Collected data entries
╭──

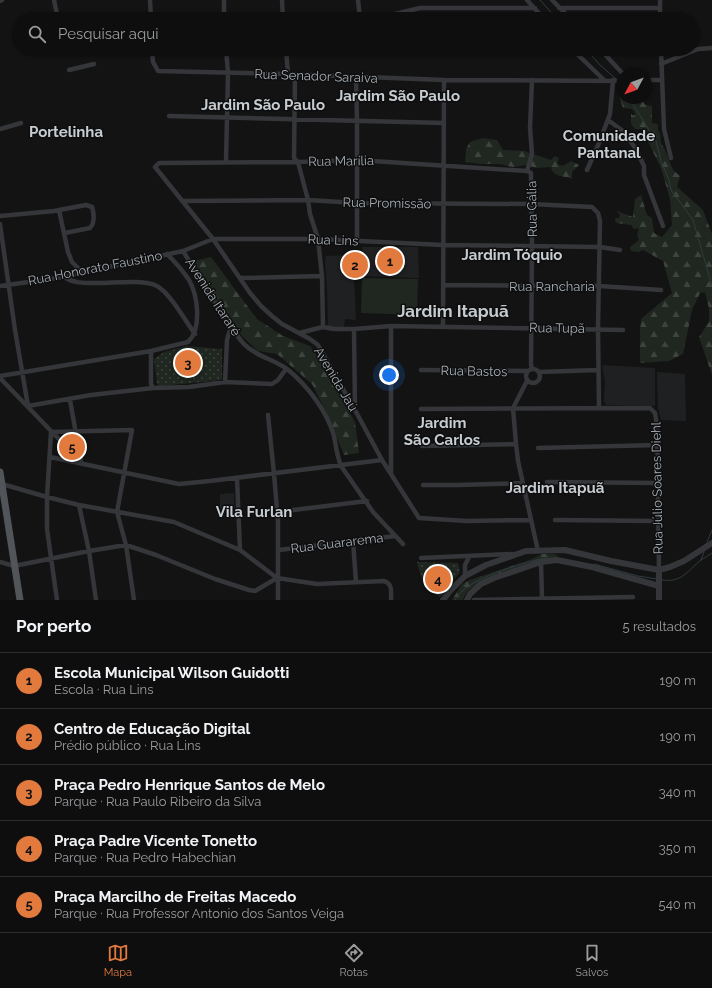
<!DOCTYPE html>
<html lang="pt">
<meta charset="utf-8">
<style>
:root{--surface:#0e0e0f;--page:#1c1c1d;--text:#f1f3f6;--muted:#9b9c9e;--line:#2e2e2f;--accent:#e27a3e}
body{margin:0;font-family:Raleway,sans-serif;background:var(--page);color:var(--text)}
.compass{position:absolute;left:616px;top:68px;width:36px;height:36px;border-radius:50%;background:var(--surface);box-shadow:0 1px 3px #0004;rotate:229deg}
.you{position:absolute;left:389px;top:375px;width:14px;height:14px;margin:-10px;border:3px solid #fff;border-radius:50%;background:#1a73e8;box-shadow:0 0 0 6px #1a73e833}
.badge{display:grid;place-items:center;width:26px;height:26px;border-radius:50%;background:var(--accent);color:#111;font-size:13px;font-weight:700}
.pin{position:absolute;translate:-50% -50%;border:2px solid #fff;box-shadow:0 1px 4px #0006}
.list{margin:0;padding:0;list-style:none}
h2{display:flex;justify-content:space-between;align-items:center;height:52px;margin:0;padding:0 16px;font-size:17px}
h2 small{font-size:13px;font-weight:400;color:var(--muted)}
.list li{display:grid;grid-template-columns:26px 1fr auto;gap:12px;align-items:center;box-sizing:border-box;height:56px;padding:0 16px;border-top:1px solid var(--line)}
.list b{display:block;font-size:15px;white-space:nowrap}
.list p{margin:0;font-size:13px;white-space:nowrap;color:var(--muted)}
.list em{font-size:13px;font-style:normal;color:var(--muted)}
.icon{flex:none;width:22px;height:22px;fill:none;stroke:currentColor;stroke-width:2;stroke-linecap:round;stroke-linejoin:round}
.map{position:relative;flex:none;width:712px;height:600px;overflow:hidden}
.search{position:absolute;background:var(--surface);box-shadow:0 1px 3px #0004;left:12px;right:12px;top:12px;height:44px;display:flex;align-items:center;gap:10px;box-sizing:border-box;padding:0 14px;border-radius:22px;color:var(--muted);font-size:15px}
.sheet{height:332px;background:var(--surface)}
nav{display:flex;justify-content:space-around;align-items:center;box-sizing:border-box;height:56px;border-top:1px solid var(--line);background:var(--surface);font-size:11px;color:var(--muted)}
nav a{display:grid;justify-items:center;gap:2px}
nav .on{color:var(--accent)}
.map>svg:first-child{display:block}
.built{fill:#1f2021}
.grass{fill:#202720}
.forest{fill:url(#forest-firs)}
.park{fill:url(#park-dots)}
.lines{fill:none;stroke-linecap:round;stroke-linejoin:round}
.stream{stroke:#2f3c3e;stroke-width:1}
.minor{stroke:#343639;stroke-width:4.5}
.tertiary{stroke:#343639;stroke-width:6}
.primary{stroke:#515458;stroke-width:7}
.labels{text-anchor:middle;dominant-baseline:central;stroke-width:3;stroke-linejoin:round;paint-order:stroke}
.street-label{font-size:13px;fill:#a6aeb4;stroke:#0e0e0f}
.quarter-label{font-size:15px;font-weight:bold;fill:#c6ccd0;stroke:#0e0e0f}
.district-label{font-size:17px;font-weight:bold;fill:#c6ccd0;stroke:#0e0e0f}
</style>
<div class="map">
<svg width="712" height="600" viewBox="0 0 712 600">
<defs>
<pattern id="forest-firs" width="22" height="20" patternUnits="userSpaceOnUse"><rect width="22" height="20" fill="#202720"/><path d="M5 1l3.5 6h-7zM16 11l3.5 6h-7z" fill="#3d443e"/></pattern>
<pattern id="park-dots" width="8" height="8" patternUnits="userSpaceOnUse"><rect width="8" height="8" fill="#202720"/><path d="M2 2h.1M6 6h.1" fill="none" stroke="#3d443e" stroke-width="1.8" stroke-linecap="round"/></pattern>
</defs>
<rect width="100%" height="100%" fill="#131314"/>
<path class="built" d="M362,247H418L419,278L363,276Z
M348,255L350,279L354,280L356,320L345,319L344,327H328L327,288L325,261L326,256Z
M602,365L655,368V406L606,405L604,401L605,381Z
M657,372L685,374L686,421L661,420L658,408Z
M234,493L235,514L220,513V494Z"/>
<path class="grass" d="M362,278L418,279L417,315L361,313Z"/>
<path class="forest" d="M617,80L622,81V98H639L646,105L652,106V123L658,124V130L660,133L661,143L665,150L673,170L680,176L677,187L703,210L712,234V375L699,337L709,322V309L705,292L700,293L692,310L683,354L669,361L640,363V332L641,319L672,293L663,261L643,250L639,252L631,251L630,247L639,240L637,235L639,228L634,229L631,225L616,223L615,218H619L620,215L617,211L633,217L635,199L641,195L647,215L652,218L654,233L662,237L672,225L670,199L661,168L642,129H635L631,124V114L634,116L635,113L632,109L623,108L617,90Z
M483,138L497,140L503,150L524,151L551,160L555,156L559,158L557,164L563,166L571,161L579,165L572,172V179C564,175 553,178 551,167L536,168L526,165L513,167L499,164H481L465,162L466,149L470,142Z
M211,257L257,319L283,336L310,346L321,362L355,422L359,453L344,455L329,418L312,384L277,354L258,351L242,336L200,274L194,261Z
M542,554H554L559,556C549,562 539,561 529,563C516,567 476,582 467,592C465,594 464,597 463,600H452L462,584L470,580L532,559Z"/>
<path class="park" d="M187,346L222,349V380L160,386L157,384L154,359L164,352Z
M417,562L458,563L460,572L440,597C424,588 421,578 417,562Z"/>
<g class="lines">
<path class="stream" d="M540,0L557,19
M586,49L599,64L616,79
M619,83L622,88
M629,98L656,141L661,161L669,180L671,190L693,220L712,286
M707,542L712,530
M701,560L704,552
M594,564L638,576L657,579
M662,580C682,583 687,571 701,560C704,558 708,556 712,553
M455,600C464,579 523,563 545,558H549"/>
<path class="minor" d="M54,0L58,19
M150,0L151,19
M224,0V19
M282,0L283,19
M358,0L360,19
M527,0L544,19
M552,0L571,19
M660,0V19
M0,1L2,0
M559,8H660
M374,19L420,8H535
M152,49L153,62L158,71L288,74L444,80L622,81
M226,49L228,73L226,162
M286,49L288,74
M572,49L604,80
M600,49L623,74
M661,49L664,129L671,158
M661,64L698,49L712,48
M69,70L94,64
M295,75L294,158L298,162L308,200L310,214L318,239L322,276L323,327
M356,78L357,121V241
M646,80H662
M169,116L444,123
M608,120L623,131L636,149L644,166V175L663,226
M0,129L21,123
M587,170L599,143L610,114L613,80
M527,171L357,160L298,162L159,163L155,167L213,239L250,293L261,306L272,316L282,324L310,339L318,345L355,410L382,460L419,518L467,521L531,520
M527,171L531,173V177L532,246L531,364L532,369
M527,171L532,154L530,128L532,80
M182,201L308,200L356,203L531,204L592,207L598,213L600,221L598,328L599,407
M59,210L68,252L72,262L80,270L85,272
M0,216L54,211L86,205L92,207C94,213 95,223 90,228L65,233
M0,224L15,330L28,406
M183,251C194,269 206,287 217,305C225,318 233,331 243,343C255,356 273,359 287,369C307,385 327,411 334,436C336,446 337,456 341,466L373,512L403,544
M64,277C75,284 86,283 99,283C115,283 143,279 157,286C170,293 186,322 195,334
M241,278L322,276
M443,285L599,286L661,290
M0,286L64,277L85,272L183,251L213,239H318L443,245L600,247L620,250
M391,326V474
M443,326L444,80
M354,329L355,408
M299,333L323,327L334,329H354L391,326L623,330
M151,351V384L153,388
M526 376a7 7 0 1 1 14 0a7 7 0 1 1-14 0Z
M421,370L527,371
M539,372L598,370
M0,376L151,351L188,342C202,329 198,296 189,280C183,271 175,262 167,254
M0,378L81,462
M527,381L513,408L516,444L518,461L538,551
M225,382L227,340L231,326
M70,400L81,462
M28,406L91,395L153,388L189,387L225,382L272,384L278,380L286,369
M421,409L650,408L655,413L657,425L659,570
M268,415L274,474L278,521V600
M51,432L132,430L117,512L126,545L134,600
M51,432L47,497V529L57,600
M422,446L516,444
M538,448L657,445
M50,457L179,484L210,481L382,460
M237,478L240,550
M547,482L658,483
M2,484L47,497L79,505L174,522L240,550L277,578
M423,485H458L523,483
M79,505L89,551L96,600
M277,512L367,501
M555,520L658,521
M353,541L356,582
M279,550L395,536
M421,558L512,554
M0,562L14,566L89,551L126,545L156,555L215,579L249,590L255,591L277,578L317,584L384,581C393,584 391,592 391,600
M541,562L542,598
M465,576V565L469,557
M474,600L633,597"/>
<path class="tertiary" d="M659,570V600
M443,600L450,591L465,576L486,565L526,551L565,550L611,561L659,570L670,567L684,561L712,543
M467,600L470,594L481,584L494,578L541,562L557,560L592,567L659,586"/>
<path class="primary" d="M0,472L20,600"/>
</g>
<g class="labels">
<g class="street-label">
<text transform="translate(316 76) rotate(2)">Rua Senador Saraiva</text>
<text transform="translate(341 161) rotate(-1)">Rua Marília</text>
<text transform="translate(387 203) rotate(1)">Rua Promissão</text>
<text transform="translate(532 209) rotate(-91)">Rua Gália</text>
<text transform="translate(333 240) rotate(2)">Rua Lins</text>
<text transform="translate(95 268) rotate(-11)">Rua Honorato Faustino</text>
<text x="552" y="286">Rua Rancharia</text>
<text transform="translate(213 297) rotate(57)">Avenida Itararé</text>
<text transform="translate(557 328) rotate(1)">Rua Tupã</text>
<text transform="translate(474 371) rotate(1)">Rua Bastos</text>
<text transform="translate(336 379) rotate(59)">Avenida Jaú</text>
<text transform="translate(657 488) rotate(-91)">Rua Júlio Soares Diehl</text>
<text transform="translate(337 543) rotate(-7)">Rua Guararema</text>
</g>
<g class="quarter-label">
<text x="398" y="96">Jardim São Paulo</text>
<text x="263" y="105">Jardim São Paulo</text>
<text x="66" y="132">Portelinha</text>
<text x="609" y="136">Comunidade<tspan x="609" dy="17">Pantanal</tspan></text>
<text x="512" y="255">Jardim Tóquio</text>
<text x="442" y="423">Jardim<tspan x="442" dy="17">São Carlos</tspan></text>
<text x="555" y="488">Jardim Itapuã</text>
<text x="254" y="512">Vila Furlan</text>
</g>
<g class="district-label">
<text x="453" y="311">Jardim Itapuã</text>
</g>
</g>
</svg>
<svg class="compass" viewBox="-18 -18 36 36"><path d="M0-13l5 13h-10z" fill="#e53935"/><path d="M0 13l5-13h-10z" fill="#9b9c9e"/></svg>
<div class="you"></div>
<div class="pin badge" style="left:390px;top:261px">1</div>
<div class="pin badge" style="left:355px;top:265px">2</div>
<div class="pin badge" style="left:188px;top:363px">3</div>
<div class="pin badge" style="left:438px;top:579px">4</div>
<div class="pin badge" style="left:72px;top:447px">5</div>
<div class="search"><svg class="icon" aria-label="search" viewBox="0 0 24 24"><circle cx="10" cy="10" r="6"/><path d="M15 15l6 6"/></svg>Pesquisar aqui</div>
</div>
<section class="sheet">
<h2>Por perto<small>5 resultados</small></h2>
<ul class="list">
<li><span class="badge">1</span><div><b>Escola Municipal Wilson Guidotti</b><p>Escola · Rua Lins</p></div><em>190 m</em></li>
<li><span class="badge">2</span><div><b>Centro de Educação Digital</b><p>Prédio público · Rua Lins</p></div><em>190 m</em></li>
<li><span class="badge">3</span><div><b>Praça Pedro Henrique Santos de Melo</b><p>Parque · Rua Paulo Ribeiro da Silva</p></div><em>340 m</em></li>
<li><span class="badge">4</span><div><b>Praça Padre Vicente Tonetto</b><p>Parque · Rua Pedro Habechian</p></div><em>350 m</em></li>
<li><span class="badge">5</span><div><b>Praça Marcilho de Freitas Macedo</b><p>Parque · Rua Professor Antonio dos Santos Veiga</p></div><em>540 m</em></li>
</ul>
</section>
<nav>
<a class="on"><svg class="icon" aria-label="map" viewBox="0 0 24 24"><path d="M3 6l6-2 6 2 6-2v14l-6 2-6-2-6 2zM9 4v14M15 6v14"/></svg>Mapa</a>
<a><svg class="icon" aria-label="directions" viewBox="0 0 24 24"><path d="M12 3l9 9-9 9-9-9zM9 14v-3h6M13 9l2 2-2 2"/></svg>Rotas</a>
<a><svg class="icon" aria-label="saved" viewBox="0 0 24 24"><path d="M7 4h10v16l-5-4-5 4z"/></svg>Salvos</a>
</nav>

╰──

## EXERCISE GOAL
From the entries above, extract each line containing "lines".

## EXPECTED ANSWER
.lines{fill:none;stroke-linecap:round;stroke-linejoin:round}
<g class="lines">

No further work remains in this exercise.